Ces derniers étaient présentés avec leur nom, leur prénom et la ville où ils exercent comme des « militants idéologiques », désignés comme les « coupables » de la crise migratoire et soupçonnés d’avoir fait un « business juteux » de la défense des migrants.
Jeudi, le président du tribunal, Youssef Badr, a souligné combien Erik Tegnér « ne pouvait ignorer que la publication était susceptible de causer des comportements violents à l’égard des avocats ».
« Loin de se limiter à une présentation neutre », le magazine a usé à maintes reprises au fil de ce numéro spécial d’une « rhétorique virulente », en dressant, a déploré le magistrat, « une liste accusatoire et stigmatisante ».
Après lecture du délibéré, Me Frédéric Pichon s’est déclaré « scandalisé » et a annoncé aux journalistes présents que son client Erik Tegnér allait faire appel contre « cette décision éminemment politique ».
« On a détourné, avec une indécence absolument caractérisée, la loi Paty qui était faite pour protéger des victimes d’infractions terroristes, pour la retourner contre des journalistes », a accusé Me Pichon.

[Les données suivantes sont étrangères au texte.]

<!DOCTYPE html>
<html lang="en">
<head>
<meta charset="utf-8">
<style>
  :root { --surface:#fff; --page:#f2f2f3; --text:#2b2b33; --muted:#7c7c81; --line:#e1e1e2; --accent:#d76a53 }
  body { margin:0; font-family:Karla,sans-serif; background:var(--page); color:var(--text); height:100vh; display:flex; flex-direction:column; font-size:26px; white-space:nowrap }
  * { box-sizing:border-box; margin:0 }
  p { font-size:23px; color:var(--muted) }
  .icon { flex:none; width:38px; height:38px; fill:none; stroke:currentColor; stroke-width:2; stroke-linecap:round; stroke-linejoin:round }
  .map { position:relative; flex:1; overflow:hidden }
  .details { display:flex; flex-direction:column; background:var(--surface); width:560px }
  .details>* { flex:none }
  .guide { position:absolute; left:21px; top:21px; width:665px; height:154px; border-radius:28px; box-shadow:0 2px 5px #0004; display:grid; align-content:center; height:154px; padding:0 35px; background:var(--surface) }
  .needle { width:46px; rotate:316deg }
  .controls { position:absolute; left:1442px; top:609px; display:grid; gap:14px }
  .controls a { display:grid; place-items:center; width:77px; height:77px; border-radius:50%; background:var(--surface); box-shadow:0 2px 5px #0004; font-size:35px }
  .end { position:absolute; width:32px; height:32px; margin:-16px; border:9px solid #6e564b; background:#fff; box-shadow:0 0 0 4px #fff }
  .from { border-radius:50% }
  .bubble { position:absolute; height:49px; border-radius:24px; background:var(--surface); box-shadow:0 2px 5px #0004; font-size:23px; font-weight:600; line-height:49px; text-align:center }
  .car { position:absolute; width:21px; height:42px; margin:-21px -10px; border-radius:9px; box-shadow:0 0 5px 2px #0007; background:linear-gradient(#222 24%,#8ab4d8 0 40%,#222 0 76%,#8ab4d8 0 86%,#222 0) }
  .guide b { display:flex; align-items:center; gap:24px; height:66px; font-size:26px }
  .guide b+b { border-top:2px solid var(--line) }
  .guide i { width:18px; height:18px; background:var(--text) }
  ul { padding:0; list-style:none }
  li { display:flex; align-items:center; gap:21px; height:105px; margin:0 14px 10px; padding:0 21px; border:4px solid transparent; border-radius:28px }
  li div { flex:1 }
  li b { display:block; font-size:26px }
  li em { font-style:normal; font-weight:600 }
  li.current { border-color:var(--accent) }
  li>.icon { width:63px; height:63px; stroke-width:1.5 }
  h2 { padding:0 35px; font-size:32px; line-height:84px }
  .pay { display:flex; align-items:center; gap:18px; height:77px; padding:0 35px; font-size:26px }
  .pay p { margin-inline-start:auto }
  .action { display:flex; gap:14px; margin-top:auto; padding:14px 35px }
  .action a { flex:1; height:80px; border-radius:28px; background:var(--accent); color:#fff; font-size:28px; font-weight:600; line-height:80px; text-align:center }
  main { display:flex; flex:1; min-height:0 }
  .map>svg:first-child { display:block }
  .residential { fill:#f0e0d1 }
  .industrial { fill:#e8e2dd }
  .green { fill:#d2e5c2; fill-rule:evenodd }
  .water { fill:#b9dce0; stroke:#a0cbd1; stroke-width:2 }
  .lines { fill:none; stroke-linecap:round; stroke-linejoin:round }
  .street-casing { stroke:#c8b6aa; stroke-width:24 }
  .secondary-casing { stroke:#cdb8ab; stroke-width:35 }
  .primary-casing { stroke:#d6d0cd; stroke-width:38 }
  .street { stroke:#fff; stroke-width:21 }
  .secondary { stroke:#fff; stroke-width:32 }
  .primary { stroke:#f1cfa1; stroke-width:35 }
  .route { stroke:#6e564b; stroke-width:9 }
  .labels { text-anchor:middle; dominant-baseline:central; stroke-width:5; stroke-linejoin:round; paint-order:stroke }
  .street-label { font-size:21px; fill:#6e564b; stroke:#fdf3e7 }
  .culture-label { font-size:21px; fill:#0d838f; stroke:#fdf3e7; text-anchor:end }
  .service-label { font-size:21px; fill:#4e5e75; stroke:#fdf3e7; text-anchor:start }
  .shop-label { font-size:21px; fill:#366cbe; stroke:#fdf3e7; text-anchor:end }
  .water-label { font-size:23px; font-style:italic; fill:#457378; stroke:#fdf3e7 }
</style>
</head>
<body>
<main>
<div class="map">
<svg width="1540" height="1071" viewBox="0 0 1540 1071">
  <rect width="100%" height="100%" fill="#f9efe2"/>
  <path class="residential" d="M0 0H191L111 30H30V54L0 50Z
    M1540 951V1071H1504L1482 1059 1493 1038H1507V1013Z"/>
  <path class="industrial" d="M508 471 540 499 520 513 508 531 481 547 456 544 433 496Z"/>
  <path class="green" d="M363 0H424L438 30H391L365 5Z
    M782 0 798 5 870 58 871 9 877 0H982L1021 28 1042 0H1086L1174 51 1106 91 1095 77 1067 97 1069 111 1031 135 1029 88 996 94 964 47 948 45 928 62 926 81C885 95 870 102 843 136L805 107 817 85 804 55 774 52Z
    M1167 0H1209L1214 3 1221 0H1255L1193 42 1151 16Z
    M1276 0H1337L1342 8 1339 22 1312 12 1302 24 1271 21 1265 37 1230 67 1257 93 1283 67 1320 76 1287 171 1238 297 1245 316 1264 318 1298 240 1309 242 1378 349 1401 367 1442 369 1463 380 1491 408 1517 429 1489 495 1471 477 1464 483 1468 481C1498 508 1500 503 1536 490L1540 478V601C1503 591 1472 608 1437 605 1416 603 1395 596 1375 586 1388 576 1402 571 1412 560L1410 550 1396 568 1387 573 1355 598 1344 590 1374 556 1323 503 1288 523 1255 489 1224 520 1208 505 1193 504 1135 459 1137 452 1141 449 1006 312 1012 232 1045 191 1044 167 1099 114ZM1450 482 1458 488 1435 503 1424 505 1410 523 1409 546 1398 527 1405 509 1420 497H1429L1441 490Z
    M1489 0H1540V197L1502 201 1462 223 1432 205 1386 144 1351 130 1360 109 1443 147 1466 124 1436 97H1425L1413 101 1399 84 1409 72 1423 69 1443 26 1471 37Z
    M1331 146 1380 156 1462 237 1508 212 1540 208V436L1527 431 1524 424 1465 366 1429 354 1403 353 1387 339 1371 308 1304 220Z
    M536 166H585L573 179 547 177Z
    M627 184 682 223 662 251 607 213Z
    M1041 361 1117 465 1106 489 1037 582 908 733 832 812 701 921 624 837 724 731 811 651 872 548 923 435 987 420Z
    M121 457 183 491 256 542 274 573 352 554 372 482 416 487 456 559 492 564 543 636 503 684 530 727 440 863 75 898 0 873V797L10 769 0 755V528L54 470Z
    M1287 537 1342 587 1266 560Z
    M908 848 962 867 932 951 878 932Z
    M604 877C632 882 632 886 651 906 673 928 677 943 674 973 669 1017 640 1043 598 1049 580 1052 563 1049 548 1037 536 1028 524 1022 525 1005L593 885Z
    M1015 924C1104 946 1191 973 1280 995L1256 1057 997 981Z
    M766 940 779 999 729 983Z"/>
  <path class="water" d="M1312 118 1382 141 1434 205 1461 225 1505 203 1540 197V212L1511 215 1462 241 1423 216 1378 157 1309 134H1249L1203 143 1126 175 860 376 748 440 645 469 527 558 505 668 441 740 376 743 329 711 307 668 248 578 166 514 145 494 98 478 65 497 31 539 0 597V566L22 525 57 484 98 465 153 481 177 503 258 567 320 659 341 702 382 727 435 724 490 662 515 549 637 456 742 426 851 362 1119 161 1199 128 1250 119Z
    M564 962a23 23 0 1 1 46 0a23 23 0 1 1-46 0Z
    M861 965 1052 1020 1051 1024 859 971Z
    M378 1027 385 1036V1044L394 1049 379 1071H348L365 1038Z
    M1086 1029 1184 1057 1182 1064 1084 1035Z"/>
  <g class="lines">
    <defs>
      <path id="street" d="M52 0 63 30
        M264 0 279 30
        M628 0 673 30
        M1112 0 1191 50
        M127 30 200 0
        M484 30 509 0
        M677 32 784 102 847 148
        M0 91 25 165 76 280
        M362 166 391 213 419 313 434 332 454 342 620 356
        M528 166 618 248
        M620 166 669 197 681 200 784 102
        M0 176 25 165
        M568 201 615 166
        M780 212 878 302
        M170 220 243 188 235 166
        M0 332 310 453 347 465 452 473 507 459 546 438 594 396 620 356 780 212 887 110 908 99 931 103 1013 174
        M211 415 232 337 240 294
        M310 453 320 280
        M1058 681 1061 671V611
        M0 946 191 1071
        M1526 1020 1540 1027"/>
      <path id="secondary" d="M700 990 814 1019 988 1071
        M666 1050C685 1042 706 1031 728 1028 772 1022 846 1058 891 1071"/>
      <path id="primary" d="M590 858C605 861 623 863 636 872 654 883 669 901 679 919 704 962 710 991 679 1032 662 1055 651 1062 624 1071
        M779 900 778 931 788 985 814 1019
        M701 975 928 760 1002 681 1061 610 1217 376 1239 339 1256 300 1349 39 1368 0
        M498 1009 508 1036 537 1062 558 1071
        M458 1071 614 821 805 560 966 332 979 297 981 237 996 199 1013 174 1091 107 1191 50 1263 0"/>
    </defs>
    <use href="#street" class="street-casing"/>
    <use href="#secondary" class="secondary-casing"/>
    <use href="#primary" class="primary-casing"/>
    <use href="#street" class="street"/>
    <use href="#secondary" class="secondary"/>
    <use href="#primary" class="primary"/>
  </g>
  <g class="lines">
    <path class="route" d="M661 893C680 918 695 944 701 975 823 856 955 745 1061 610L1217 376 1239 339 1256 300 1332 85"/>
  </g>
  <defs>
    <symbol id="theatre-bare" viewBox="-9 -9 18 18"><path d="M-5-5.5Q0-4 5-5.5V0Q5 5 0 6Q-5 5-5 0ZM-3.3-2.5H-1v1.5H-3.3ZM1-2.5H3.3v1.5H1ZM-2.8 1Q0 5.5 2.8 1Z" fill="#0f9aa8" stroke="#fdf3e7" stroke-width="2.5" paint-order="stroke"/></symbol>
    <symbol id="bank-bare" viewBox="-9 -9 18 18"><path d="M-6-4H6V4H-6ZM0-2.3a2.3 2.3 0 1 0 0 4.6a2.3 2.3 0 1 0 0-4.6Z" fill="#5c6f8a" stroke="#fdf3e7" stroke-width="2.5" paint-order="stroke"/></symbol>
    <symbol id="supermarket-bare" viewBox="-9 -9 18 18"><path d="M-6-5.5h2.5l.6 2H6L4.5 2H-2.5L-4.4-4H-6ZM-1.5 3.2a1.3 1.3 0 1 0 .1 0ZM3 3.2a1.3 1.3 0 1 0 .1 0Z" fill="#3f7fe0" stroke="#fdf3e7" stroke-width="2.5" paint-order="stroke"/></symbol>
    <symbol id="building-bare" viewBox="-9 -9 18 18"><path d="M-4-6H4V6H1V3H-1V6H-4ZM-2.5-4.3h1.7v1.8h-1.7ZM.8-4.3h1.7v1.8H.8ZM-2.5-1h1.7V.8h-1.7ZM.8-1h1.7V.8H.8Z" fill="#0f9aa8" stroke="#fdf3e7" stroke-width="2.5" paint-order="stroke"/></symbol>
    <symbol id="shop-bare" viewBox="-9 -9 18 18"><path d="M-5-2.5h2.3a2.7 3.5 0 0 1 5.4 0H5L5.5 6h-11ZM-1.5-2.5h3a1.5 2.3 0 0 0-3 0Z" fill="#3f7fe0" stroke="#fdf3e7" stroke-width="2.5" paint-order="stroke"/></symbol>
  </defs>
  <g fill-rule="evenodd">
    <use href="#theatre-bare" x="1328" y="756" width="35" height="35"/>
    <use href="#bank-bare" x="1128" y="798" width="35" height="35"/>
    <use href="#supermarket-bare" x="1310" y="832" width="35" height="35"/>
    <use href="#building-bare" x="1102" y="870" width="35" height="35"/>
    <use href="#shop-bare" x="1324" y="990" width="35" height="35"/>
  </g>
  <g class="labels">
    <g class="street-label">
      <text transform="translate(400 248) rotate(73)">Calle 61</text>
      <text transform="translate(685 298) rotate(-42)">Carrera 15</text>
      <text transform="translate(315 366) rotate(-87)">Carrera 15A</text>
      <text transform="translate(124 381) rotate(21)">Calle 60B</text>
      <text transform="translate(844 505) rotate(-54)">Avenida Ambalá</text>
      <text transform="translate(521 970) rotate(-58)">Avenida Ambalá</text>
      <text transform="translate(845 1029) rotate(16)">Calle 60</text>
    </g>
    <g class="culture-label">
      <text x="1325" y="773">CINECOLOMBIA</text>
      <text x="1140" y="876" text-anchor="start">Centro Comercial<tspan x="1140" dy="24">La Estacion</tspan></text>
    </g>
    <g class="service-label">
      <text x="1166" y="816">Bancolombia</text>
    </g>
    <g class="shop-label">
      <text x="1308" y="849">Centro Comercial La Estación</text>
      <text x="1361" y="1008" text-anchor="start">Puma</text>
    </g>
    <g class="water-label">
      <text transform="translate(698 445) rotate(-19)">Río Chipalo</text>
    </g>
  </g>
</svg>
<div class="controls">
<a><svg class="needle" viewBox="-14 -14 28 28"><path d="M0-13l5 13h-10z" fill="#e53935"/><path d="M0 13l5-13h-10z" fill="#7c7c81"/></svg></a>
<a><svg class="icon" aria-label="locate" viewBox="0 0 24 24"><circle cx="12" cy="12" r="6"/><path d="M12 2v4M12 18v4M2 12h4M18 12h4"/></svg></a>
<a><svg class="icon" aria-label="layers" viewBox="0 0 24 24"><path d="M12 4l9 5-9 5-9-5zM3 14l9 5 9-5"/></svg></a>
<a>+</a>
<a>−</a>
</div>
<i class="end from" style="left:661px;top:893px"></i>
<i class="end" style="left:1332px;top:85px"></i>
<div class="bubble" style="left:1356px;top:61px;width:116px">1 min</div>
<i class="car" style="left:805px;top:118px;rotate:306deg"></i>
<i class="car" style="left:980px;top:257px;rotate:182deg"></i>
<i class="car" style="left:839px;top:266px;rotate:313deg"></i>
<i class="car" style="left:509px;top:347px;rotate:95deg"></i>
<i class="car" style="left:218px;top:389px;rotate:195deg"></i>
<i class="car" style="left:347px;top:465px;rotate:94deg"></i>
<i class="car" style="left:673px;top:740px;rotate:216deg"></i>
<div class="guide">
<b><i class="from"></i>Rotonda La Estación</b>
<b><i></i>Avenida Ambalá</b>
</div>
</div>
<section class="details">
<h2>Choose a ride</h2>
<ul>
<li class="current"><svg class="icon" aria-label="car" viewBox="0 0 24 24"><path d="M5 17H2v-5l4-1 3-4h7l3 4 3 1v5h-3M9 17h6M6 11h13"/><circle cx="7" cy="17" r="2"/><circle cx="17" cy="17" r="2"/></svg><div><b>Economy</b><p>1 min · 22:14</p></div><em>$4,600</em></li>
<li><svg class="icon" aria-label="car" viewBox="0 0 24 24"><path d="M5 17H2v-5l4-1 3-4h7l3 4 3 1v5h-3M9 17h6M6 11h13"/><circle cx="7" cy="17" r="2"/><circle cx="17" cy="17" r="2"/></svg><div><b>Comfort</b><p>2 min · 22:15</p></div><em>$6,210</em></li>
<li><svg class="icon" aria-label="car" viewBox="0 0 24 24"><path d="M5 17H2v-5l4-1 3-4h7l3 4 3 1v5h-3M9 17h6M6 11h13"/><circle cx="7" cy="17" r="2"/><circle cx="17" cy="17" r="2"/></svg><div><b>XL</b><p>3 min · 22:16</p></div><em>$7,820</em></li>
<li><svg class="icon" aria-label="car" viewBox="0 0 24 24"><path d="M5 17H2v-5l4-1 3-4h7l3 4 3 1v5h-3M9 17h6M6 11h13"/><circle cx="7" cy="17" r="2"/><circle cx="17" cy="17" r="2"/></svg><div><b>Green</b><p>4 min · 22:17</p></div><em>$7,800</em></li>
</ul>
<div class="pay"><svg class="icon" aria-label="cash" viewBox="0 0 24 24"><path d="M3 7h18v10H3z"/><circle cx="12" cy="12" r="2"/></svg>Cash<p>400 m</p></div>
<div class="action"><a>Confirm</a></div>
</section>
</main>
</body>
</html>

De son côté, le Conseil national des barreaux a salué, ce jeudi, une décision qui « rappelle que la liberté d’expression et la liberté de la presse, auxquelles la profession est profondément attachée, s’exercent dans le respect des droits de chacun et ne sauraient justifier la mise en cause d’avocats dont le seul tort a été d’exercer leur profession, au service des justiciables ».
Le Conseil national des barreaux, représentant de 79 000 avocats français, « demeurera pleinement mobilisé pour défendre l’accès au droit de tous les justiciables et la protection des avocats dans l’exercice de leurs missions ».
Le délit de « doxing », soit la « divulgation d’information personnelle permettant d’identifier ou de localiser une personne et exposant à un risque indirect d’atteinte à la personne ou aux biens », a été introduit en 2021 après l’assassinat du professeur d’histoire-géographie Samuel Paty, identifié grâce à son nom et à l’adresse du collège où il enseignait.
Dans une vidéo diffusée sur son compte X, Erik Tegnér a qualifié sa condamnation de « totale dinguerie ». « On nous explique qu’il n’y a pas de moyens judiciaires pour empêcher des meurtres comme celui de Lyhanna et d’autres. En revanche, il y a les moyens pour me condamner à six mois de prison avec sursis : c’est du grand n’importe quoi », a-t-il déclaré.
Satisfaite de la décision rendue, Me Agathe Grenouillet a souligné combien les avocats plaignants qu’elle représente avaient « pu ressentir pendant plusieurs mois de la peur juste parce qu’ils ont fait leur métier. Et ça, dans un État de droit, ce n’est pas censé pouvoir exister ».